And when considering humans against humans, one has to remember the lies about the Indians in the USA and one has to watch the very well-made series "The First Australians" to see the way humans were treated and decimated... Australia's Heritage also pointed out to this tragedy but, since its part-work publication in 1971, it has not surfaced properly on the web, to inform the younger generations. Imagine, in 1971, I was already old... and since then I have witnessed far too much destruction of the natural and historical environments in this country in the name of progress. Thanks to the likes of Jack Mundey's green bans, and the first greens protests in the world to preserve natural environments, we've still have some conservation and Sydney is still a "City of Villages" but our thirst for stuff demands we overtake more and more of what we love... and destroy it.

Let's take a breath of fresh air in this climate of capitalistic tumbling. Let's wake up from the comfortable nightmare we've created...

We're a sad lot. We can do better... We NEED to do better for our own sake. But we wont learn, will we?

The next few years will be crucial but we won't know till it's too late...

 

next on top of the list...

World is facing a natural resources crisis worse than financial crunch
• Two planets need by 2030 at this rate, warns report
• Humans using 30% more resources than sustainable

    * Juliette Jowit
    * The Guardian,
    * Wednesday October 29 2008

The world is heading for an "ecological credit crunch" far worse than the current financial crisis because humans are over-using the natural resources of the planet, an international study warns today.

The Living Planet report calculates that humans are using 30% more resources than the Earth can replenish each year, which is leading to deforestation, degraded soils, polluted air and water, and dramatic declines in numbers of fish and other species.

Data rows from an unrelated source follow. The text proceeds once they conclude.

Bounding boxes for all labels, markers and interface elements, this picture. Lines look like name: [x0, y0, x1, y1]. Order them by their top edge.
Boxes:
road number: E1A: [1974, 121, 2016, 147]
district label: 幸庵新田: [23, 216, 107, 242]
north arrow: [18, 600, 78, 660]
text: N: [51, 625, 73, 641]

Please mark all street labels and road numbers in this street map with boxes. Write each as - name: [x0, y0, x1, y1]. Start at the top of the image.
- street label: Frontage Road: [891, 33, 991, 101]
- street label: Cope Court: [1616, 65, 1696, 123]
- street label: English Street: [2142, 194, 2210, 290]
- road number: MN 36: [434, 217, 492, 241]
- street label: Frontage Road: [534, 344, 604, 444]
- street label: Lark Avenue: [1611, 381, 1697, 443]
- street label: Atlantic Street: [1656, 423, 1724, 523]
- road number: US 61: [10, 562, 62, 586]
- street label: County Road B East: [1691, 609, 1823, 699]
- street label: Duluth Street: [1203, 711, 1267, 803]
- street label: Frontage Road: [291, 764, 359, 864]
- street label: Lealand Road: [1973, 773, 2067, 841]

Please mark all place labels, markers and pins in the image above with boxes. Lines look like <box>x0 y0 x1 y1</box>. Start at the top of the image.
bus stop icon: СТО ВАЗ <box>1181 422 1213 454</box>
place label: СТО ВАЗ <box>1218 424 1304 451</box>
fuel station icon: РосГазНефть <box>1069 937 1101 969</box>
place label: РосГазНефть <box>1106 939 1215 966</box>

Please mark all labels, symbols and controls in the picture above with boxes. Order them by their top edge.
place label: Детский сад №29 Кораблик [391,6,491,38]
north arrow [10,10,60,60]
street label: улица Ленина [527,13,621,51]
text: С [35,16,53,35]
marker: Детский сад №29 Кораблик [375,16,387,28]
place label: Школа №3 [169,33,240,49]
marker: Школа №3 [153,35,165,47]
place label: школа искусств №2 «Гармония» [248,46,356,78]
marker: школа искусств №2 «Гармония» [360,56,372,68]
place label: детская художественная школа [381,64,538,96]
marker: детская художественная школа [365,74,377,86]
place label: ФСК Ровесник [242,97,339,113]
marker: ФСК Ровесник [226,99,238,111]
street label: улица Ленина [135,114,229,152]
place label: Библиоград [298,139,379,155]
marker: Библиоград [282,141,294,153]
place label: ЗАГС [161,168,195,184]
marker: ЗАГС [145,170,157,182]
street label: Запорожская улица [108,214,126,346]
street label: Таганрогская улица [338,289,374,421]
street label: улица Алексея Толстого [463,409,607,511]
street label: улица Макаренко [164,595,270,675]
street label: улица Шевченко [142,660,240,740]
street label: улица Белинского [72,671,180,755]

As a result, we are running up an ecological debt of $4tr (£2.5tr) to $4.5tr every year - double the estimated losses made by the world's financial institutions as a result of the credit crisis - say the report's authors, led by the conservation group WWF, formerly the World Wildlife Fund. The figure is based on a UN report which calculated the economic value of services provided by ecosystems destroyed annually, such as diminished rainfall for crops or reduced flood protection.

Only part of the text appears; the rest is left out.